__Your objective__. For this exercise, transcribe all of the records exactly as given.

__Provided data__.

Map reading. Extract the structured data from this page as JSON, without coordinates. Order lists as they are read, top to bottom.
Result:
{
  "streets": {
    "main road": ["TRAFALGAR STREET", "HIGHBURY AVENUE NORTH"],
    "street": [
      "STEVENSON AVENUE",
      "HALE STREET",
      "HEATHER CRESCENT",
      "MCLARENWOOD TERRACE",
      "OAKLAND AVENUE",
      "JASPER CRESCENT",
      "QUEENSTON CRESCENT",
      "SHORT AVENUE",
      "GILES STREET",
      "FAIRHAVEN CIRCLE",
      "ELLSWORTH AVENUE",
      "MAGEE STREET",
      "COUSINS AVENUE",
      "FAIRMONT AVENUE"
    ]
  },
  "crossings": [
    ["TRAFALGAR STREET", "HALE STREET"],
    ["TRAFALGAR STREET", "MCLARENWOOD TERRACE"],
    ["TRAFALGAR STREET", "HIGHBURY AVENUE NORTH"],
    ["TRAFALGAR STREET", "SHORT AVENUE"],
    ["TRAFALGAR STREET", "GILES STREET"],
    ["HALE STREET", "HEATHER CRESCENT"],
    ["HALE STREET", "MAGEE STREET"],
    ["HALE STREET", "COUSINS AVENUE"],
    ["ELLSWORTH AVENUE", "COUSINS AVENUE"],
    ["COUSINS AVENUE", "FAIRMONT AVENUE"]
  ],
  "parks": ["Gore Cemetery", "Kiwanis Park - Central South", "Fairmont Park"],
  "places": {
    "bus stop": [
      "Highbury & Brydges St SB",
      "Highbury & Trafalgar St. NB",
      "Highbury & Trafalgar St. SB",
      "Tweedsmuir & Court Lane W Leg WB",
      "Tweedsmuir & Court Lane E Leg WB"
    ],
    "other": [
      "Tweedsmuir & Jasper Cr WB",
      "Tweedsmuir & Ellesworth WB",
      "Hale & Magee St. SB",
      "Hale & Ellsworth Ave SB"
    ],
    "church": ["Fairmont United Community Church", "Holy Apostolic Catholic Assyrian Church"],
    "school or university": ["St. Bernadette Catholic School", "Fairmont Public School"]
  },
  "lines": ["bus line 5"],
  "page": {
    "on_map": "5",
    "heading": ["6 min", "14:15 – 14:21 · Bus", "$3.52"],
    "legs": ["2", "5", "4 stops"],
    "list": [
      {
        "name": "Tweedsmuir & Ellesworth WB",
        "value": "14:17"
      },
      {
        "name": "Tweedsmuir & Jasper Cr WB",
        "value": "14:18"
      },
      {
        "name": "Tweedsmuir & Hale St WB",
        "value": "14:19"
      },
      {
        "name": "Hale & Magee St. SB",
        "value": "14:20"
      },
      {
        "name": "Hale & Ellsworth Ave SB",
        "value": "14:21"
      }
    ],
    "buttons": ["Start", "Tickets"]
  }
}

__Your response__.
Map reading. Extract the structured data from this page as JSON, without coordinates. Order lists as they are read, top to bottom.
Result:
{
  "streets": {
    "main road": ["TRAFALGAR STREET", "HIGHBURY AVENUE NORTH"],
    "street": [
      "STEVENSON AVENUE",
      "HALE STREET",
      "HEATHER CRESCENT",
      "MCLARENWOOD TERRACE",
      "OAKLAND AVENUE",
      "JASPER CRESCENT",
      "QUEENSTON CRESCENT",
      "SHORT AVENUE",
      "GILES STREET",
      "FAIRHAVEN CIRCLE",
      "ELLSWORTH AVENUE",
      "MAGEE STREET",
      "COUSINS AVENUE",
      "FAIRMONT AVENUE"
    ]
  },
  "crossings": [
    ["TRAFALGAR STREET", "HALE STREET"],
    ["TRAFALGAR STREET", "MCLARENWOOD TERRACE"],
    ["TRAFALGAR STREET", "HIGHBURY AVENUE NORTH"],
    ["TRAFALGAR STREET", "SHORT AVENUE"],
    ["TRAFALGAR STREET", "GILES STREET"],
    ["HALE STREET", "HEATHER CRESCENT"],
    ["HALE STREET", "MAGEE STREET"],
    ["HALE STREET", "COUSINS AVENUE"],
    ["ELLSWORTH AVENUE", "COUSINS AVENUE"],
    ["COUSINS AVENUE", "FAIRMONT AVENUE"]
  ],
  "parks": ["Gore Cemetery", "Kiwanis Park - Central South", "Fairmont Park"],
  "places": {
    "bus stop": [
      "Highbury & Brydges St SB",
      "Highbury & Trafalgar St. NB",
      "Highbury & Trafalgar St. SB",
      "Tweedsmuir & Court Lane W Leg WB",
      "Tweedsmuir & Court Lane E Leg WB"
    ],
    "other": [
      "Tweedsmuir & Jasper Cr WB",
      "Tweedsmuir & Ellesworth WB",
      "Hale & Magee St. SB",
      "Hale & Ellsworth Ave SB"
    ],
    "church": ["Fairmont United Community Church", "Holy Apostolic Catholic Assyrian Church"],
    "school or university": ["St. Bernadette Catholic School", "Fairmont Public School"]
  },
  "lines": ["bus line 5"],
  "page": {
    "on_map": "5",
    "heading": ["6 min", "14:15 – 14:21 · Bus", "$3.52"],
    "legs": ["2", "5", "4 stops"],
    "list": [
      {
        "name": "Tweedsmuir & Ellesworth WB",
        "value": "14:17"
      },
      {
        "name": "Tweedsmuir & Jasper Cr WB",
        "value": "14:18"
      },
      {
        "name": "Tweedsmuir & Hale St WB",
        "value": "14:19"
      },
      {
        "name": "Hale & Magee St. SB",
        "value": "14:20"
      },
      {
        "name": "Hale & Ellsworth Ave SB",
        "value": "14:21"
      }
    ],
    "buttons": ["Start", "Tickets"]
  }
}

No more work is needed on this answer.